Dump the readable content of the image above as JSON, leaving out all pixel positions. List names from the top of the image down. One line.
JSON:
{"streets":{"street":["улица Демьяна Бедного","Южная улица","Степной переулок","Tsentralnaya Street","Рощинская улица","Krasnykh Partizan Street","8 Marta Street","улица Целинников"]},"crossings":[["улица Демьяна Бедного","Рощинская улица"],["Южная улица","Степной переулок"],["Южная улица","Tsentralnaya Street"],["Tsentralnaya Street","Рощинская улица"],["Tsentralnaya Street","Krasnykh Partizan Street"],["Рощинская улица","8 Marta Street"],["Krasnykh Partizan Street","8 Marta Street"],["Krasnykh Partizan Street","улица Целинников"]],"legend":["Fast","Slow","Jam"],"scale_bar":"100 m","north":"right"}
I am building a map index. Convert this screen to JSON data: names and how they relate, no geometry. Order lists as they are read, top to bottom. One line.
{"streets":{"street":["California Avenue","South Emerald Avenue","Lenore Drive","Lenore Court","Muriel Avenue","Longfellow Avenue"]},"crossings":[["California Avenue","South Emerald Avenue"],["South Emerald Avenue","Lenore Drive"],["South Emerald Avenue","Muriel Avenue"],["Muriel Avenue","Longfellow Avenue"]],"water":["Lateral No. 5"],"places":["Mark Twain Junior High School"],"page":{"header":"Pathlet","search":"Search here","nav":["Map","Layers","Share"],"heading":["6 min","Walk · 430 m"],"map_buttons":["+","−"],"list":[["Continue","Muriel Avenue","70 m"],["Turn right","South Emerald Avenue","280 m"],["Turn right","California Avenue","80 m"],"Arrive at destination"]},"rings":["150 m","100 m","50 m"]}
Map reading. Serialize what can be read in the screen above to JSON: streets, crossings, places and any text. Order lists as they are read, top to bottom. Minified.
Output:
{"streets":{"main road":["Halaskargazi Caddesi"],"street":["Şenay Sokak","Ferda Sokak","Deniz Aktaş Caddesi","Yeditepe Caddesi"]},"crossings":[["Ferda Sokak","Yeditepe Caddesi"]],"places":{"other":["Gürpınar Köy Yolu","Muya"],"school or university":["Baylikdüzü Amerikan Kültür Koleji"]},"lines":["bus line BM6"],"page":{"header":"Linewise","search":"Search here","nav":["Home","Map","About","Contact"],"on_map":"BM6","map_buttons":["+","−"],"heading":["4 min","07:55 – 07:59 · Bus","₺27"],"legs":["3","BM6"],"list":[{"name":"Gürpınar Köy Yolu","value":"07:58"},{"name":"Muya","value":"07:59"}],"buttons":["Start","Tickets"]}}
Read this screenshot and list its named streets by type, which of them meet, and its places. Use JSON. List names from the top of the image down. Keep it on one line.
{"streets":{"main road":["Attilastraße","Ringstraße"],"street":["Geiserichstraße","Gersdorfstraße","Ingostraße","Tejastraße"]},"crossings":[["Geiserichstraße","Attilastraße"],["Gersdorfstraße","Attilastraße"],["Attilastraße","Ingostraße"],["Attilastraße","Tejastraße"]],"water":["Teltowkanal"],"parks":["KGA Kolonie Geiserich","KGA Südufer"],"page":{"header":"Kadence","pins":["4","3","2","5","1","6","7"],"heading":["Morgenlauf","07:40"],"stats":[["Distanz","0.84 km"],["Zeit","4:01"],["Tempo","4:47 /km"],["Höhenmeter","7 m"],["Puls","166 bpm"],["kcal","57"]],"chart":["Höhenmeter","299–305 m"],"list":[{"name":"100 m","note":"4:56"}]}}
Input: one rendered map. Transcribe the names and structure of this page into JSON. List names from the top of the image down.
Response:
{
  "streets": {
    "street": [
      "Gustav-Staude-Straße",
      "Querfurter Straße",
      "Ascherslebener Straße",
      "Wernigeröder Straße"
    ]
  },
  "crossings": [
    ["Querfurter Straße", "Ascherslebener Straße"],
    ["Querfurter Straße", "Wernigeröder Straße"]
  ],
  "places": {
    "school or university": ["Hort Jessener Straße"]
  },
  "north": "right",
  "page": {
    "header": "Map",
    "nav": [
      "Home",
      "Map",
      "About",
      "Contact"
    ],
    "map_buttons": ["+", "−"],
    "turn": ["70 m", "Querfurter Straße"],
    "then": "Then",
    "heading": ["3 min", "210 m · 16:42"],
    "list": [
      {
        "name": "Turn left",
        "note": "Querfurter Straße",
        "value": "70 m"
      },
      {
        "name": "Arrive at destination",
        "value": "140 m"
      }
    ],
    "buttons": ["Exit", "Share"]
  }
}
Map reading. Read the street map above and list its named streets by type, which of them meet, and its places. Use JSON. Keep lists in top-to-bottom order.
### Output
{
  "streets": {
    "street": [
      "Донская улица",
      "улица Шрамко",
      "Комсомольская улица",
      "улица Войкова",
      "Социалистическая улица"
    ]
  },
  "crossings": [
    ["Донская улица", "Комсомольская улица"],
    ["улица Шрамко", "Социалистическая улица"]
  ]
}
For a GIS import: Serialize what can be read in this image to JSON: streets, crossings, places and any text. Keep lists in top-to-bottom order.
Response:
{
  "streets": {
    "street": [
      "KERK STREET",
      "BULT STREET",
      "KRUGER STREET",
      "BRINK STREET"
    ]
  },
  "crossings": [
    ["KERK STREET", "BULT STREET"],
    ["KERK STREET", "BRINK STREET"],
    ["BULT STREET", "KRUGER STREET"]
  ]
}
- - - -
■ **TASK DESCRIPTION**
Reproduce the material exactly, with every line intact.

■ **ANSWER TO THIS PROBLEM**
Dump the readable content of the image above as JSON, leaving out all pixel positions. List names from the top of the image down. One line.
JSON:
{"streets":{"street":["улица Демьяна Бедного","Южная улица","Степной переулок","Tsentralnaya Street","Рощинская улица","Krasnykh Partizan Street","8 Marta Street","улица Целинников"]},"crossings":[["улица Демьяна Бедного","Рощинская улица"],["Южная улица","Степной переулок"],["Южная улица","Tsentralnaya Street"],["Tsentralnaya Street","Рощинская улица"],["Tsentralnaya Street","Krasnykh Partizan Street"],["Рощинская улица","8 Marta Street"],["Krasnykh Partizan Street","8 Marta Street"],["Krasnykh Partizan Street","улица Целинников"]],"legend":["Fast","Slow","Jam"],"scale_bar":"100 m","north":"right"}
I am building a map index. Convert this screen to JSON data: names and how they relate, no geometry. Order lists as they are read, top to bottom. One line.
{"streets":{"street":["California Avenue","South Emerald Avenue","Lenore Drive","Lenore Court","Muriel Avenue","Longfellow Avenue"]},"crossings":[["California Avenue","South Emerald Avenue"],["South Emerald Avenue","Lenore Drive"],["South Emerald Avenue","Muriel Avenue"],["Muriel Avenue","Longfellow Avenue"]],"water":["Lateral No. 5"],"places":["Mark Twain Junior High School"],"page":{"header":"Pathlet","search":"Search here","nav":["Map","Layers","Share"],"heading":["6 min","Walk · 430 m"],"map_buttons":["+","−"],"list":[["Continue","Muriel Avenue","70 m"],["Turn right","South Emerald Avenue","280 m"],["Turn right","California Avenue","80 m"],"Arrive at destination"]},"rings":["150 m","100 m","50 m"]}
Map reading. Serialize what can be read in the screen above to JSON: streets, crossings, places and any text. Order lists as they are read, top to bottom. Minified.
Output:
{"streets":{"main road":["Halaskargazi Caddesi"],"street":["Şenay Sokak","Ferda Sokak","Deniz Aktaş Caddesi","Yeditepe Caddesi"]},"crossings":[["Ferda Sokak","Yeditepe Caddesi"]],"places":{"other":["Gürpınar Köy Yolu","Muya"],"school or university":["Baylikdüzü Amerikan Kültür Koleji"]},"lines":["bus line BM6"],"page":{"header":"Linewise","search":"Search here","nav":["Home","Map","About","Contact"],"on_map":"BM6","map_buttons":["+","−"],"heading":["4 min","07:55 – 07:59 · Bus","₺27"],"legs":["3","BM6"],"list":[{"name":"Gürpınar Köy Yolu","value":"07:58"},{"name":"Muya","value":"07:59"}],"buttons":["Start","Tickets"]}}
Read this screenshot and list its named streets by type, which of them meet, and its places. Use JSON. List names from the top of the image down. Keep it on one line.
{"streets":{"main road":["Attilastraße","Ringstraße"],"street":["Geiserichstraße","Gersdorfstraße","Ingostraße","Tejastraße"]},"crossings":[["Geiserichstraße","Attilastraße"],["Gersdorfstraße","Attilastraße"],["Attilastraße","Ingostraße"],["Attilastraße","Tejastraße"]],"water":["Teltowkanal"],"parks":["KGA Kolonie Geiserich","KGA Südufer"],"page":{"header":"Kadence","pins":["4","3","2","5","1","6","7"],"heading":["Morgenlauf","07:40"],"stats":[["Distanz","0.84 km"],["Zeit","4:01"],["Tempo","4:47 /km"],["Höhenmeter","7 m"],["Puls","166 bpm"],["kcal","57"]],"chart":["Höhenmeter","299–305 m"],"list":[{"name":"100 m","note":"4:56"}]}}
Input: one rendered map. Transcribe the names and structure of this page into JSON. List names from the top of the image down.
Response:
{
  "streets": {
    "street": [
      "Gustav-Staude-Straße",
      "Querfurter Straße",
      "Ascherslebener Straße",
      "Wernigeröder Straße"
    ]
  },
  "crossings": [
    ["Querfurter Straße", "Ascherslebener Straße"],
    ["Querfurter Straße", "Wernigeröder Straße"]
  ],
  "places": {
    "school or university": ["Hort Jessener Straße"]
  },
  "north": "right",
  "page": {
    "header": "Map",
    "nav": [
      "Home",
      "Map",
      "About",
      "Contact"
    ],
    "map_buttons": ["+", "−"],
    "turn": ["70 m", "Querfurter Straße"],
    "then": "Then",
    "heading": ["3 min", "210 m · 16:42"],
    "list": [
      {
        "name": "Turn left",
        "note": "Querfurter Straße",
        "value": "70 m"
      },
      {
        "name": "Arrive at destination",
        "value": "140 m"
      }
    ],
    "buttons": ["Exit", "Share"]
  }
}
Map reading. Read the street map above and list its named streets by type, which of them meet, and its places. Use JSON. Keep lists in top-to-bottom order.
### Output
{
  "streets": {
    "street": [
      "Донская улица",
      "улица Шрамко",
      "Комсомольская улица",
      "улица Войкова",
      "Социалистическая улица"
    ]
  },
  "crossings": [
    ["Донская улица", "Комсомольская улица"],
    ["улица Шрамко", "Социалистическая улица"]
  ]
}
For a GIS import: Serialize what can be read in this image to JSON: streets, crossings, places and any text. Keep lists in top-to-bottom order.
Response:
{
  "streets": {
    "street": [
      "KERK STREET",
      "BULT STREET",
      "KRUGER STREET",
      "BRINK STREET"
    ]
  },
  "crossings": [
    ["KERK STREET", "BULT STREET"],
    ["KERK STREET", "BRINK STREET"],
    ["BULT STREET", "KRUGER STREET"]
  ]
}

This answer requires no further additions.